Fachartikel zum Thema Gebärmutterhalskrebs = Zervixkarzinom

Kurz und bündig

Der Gebärmutterhalskrebs ist eine bösartige Erkrankung, von der in Europa jährlich ca. 34 000 Frauen betroffen sind, ca. 15 000 Frauen sterben daran. Es ist dank besserer und früherer Diagnosestellung nicht mehr so häufig wie früher Krebstodesursache bei Frauen im jüngeren Alter. Die Vorstufen (Präkanzerosen) entstehen meist zwischen 35 und 40 Jahren, die Krebserkrankung zwischen 40 und 50 Jahren.

Ursache

Hervorgerufen wird der Krebs durch das Papillomavirus, wobei vor allem die Typen HPV 16 und HPV 18 eine Rolle spielen. Sie werden mit dem Geschlechtsverkehr übertragen. Meistens heilt die Infektion aus.
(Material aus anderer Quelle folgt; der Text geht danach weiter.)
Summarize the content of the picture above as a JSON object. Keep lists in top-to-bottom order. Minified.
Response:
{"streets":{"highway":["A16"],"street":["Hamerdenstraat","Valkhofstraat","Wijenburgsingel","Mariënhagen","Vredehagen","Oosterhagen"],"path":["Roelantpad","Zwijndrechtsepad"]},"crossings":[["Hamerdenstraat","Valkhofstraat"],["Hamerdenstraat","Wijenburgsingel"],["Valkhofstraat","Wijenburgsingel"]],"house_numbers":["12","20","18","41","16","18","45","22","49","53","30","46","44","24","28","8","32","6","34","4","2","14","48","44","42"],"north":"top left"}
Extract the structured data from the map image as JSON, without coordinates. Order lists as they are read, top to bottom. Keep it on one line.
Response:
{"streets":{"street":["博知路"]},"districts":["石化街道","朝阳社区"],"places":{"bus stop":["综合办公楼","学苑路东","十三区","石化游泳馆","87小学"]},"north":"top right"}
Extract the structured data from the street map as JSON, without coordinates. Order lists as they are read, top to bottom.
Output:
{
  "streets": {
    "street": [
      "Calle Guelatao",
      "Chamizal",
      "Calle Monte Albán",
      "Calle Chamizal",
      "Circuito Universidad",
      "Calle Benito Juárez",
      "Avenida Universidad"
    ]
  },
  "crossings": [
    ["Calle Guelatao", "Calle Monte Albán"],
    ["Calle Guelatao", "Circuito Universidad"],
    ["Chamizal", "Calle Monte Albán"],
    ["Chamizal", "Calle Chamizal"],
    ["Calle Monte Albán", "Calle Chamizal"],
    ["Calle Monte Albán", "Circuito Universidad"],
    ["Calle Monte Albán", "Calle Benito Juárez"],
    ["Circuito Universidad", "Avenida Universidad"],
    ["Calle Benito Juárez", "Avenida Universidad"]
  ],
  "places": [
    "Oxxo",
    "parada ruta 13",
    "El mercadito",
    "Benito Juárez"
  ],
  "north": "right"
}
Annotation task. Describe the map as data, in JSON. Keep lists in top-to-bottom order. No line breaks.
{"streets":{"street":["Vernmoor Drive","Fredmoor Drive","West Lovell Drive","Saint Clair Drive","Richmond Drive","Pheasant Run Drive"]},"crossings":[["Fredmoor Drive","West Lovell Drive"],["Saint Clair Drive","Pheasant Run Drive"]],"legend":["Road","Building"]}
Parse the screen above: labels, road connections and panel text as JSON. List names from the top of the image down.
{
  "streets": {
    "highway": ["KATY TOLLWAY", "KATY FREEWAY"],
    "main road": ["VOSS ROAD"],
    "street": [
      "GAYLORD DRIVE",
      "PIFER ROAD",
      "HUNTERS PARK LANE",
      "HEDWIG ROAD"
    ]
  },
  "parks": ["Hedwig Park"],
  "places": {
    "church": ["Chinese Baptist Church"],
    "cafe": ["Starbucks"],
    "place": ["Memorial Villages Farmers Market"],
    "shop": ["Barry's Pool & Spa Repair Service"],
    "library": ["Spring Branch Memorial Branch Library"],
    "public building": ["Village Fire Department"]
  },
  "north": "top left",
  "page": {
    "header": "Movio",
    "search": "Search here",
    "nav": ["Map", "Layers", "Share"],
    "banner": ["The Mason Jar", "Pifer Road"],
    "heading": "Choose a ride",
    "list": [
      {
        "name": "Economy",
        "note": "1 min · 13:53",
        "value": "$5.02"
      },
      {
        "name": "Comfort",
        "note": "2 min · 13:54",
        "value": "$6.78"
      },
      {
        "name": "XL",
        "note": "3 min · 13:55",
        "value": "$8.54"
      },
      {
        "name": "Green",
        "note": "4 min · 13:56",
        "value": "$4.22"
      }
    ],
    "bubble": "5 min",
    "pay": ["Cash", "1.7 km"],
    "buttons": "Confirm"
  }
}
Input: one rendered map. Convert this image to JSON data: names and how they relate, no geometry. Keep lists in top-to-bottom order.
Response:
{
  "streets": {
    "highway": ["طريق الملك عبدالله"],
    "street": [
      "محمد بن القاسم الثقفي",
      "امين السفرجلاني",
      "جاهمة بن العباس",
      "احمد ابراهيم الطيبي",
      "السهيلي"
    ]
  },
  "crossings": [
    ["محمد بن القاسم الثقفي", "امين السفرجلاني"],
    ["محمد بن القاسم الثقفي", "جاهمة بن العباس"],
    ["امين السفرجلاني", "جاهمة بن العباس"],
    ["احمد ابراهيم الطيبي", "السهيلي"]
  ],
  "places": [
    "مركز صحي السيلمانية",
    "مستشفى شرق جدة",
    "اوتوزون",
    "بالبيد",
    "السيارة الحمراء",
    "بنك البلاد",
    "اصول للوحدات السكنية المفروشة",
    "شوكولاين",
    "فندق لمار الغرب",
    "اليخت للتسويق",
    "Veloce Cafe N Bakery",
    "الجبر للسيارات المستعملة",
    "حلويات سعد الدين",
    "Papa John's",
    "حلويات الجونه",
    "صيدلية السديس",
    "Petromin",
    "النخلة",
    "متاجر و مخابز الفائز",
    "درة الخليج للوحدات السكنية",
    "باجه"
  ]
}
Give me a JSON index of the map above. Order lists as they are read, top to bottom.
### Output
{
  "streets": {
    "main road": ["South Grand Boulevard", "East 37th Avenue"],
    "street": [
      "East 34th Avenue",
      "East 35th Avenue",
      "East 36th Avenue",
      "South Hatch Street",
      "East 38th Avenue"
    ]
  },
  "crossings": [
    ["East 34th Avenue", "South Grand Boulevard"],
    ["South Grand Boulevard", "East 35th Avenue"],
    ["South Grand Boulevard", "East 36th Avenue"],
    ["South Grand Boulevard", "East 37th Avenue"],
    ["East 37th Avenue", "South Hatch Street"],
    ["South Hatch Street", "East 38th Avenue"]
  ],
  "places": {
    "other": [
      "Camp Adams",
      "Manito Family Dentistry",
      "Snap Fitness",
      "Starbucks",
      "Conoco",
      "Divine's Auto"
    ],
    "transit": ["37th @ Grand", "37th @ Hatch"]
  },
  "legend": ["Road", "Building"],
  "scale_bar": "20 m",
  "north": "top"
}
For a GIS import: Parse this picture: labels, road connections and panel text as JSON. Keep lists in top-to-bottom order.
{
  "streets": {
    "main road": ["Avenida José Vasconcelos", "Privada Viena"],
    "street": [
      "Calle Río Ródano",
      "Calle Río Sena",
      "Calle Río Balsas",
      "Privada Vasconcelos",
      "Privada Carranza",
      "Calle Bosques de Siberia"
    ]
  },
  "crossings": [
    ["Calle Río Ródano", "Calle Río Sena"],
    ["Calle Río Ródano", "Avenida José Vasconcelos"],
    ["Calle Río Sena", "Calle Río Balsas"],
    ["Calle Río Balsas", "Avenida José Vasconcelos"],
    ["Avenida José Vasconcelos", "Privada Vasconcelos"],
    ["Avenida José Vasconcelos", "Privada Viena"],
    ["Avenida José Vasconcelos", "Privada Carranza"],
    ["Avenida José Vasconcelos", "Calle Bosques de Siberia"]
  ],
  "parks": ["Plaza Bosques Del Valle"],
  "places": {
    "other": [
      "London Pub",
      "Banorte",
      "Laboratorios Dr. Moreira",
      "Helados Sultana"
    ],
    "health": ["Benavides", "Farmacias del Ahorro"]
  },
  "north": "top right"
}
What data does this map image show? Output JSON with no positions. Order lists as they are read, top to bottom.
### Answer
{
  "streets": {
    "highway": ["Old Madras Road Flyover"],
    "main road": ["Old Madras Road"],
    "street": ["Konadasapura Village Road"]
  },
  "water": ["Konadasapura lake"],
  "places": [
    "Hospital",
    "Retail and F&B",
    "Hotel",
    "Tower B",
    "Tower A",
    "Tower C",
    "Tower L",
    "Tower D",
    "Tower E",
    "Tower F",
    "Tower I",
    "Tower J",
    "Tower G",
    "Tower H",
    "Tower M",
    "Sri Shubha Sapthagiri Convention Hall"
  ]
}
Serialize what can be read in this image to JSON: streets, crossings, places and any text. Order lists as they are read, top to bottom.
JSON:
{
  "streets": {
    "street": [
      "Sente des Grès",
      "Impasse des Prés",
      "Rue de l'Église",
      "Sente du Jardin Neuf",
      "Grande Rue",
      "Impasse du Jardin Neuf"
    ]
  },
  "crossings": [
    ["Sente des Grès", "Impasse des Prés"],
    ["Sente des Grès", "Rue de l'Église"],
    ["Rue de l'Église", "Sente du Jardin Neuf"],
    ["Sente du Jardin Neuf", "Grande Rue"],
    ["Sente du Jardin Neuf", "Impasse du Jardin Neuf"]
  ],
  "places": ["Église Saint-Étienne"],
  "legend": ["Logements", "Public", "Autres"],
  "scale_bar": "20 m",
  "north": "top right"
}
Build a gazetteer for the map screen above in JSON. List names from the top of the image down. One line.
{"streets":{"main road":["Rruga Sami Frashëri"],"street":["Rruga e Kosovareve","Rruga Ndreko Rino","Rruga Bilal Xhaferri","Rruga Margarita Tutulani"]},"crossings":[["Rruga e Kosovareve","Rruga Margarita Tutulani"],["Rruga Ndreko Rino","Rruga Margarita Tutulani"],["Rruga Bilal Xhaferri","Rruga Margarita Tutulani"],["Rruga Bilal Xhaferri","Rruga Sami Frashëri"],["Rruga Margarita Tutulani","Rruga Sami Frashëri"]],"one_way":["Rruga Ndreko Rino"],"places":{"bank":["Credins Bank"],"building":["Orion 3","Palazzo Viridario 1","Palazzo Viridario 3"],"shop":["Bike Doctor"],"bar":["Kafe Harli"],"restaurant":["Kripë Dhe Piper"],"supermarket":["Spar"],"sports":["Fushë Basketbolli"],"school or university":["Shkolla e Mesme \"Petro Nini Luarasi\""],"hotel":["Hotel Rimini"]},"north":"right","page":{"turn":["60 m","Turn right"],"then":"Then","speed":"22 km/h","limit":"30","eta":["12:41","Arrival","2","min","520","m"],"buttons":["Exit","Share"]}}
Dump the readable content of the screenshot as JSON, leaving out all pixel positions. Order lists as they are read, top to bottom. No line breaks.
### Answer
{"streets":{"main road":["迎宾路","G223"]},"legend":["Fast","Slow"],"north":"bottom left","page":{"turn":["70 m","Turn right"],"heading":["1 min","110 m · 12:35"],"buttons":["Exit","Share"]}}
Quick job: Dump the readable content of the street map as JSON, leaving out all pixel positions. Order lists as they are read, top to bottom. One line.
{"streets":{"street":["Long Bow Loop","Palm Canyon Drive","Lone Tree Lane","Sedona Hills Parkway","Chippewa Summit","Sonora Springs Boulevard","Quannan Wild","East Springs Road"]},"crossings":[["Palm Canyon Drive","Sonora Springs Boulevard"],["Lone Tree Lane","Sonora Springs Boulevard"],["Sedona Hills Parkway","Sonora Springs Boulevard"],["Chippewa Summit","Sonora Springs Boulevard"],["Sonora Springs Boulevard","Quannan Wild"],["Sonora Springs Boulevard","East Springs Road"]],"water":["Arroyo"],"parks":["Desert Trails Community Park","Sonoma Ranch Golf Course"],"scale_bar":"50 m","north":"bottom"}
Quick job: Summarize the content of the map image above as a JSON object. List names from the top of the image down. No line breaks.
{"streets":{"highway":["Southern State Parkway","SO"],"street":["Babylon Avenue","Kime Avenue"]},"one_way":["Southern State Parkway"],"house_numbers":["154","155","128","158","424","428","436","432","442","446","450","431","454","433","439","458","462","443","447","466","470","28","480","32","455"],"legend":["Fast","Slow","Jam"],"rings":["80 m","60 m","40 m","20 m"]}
Sie kann jedoch auch fortbestehen und mit der Zeit in die Vorstufe des Gebärmutterhalskrebses übergehen, der dann zur Krebserkrankung führt. Bei etwa 1 % der infizierten Frauen entsteht eine Krebserkrankung. Ca. 70 % der geschlechtsreifen Frauen weisen eine Infektion auf. Ohne vorherige Infektion tritt praktisch kein Gebärmutterhalskrebs auf. Früher Geschlechtsverkehr und Prostitution fördern die Entstehung.

Beschwerden

Die häufigsten Beschwerden sind blutig – bräunlicher Ausfluss, Zwischenblutungen, Blutungen vor und nach der Menstruation oder Blutungen nach der Menopause. Auch neu aufgetretene unüblich starke, lange, häufige oder unregelmäßige Blutungen müssen ernst genommen werden. Schmerzen treten erst in fortgeschrittenen Stadien auf. Andere Beschwerden können bei Einwachsen des Krebses in andere Organe oder Strukturen auftreten, stellen also ebenfalls keine Frühzeichen dar, die als Warnung ernst genommen werden müssen.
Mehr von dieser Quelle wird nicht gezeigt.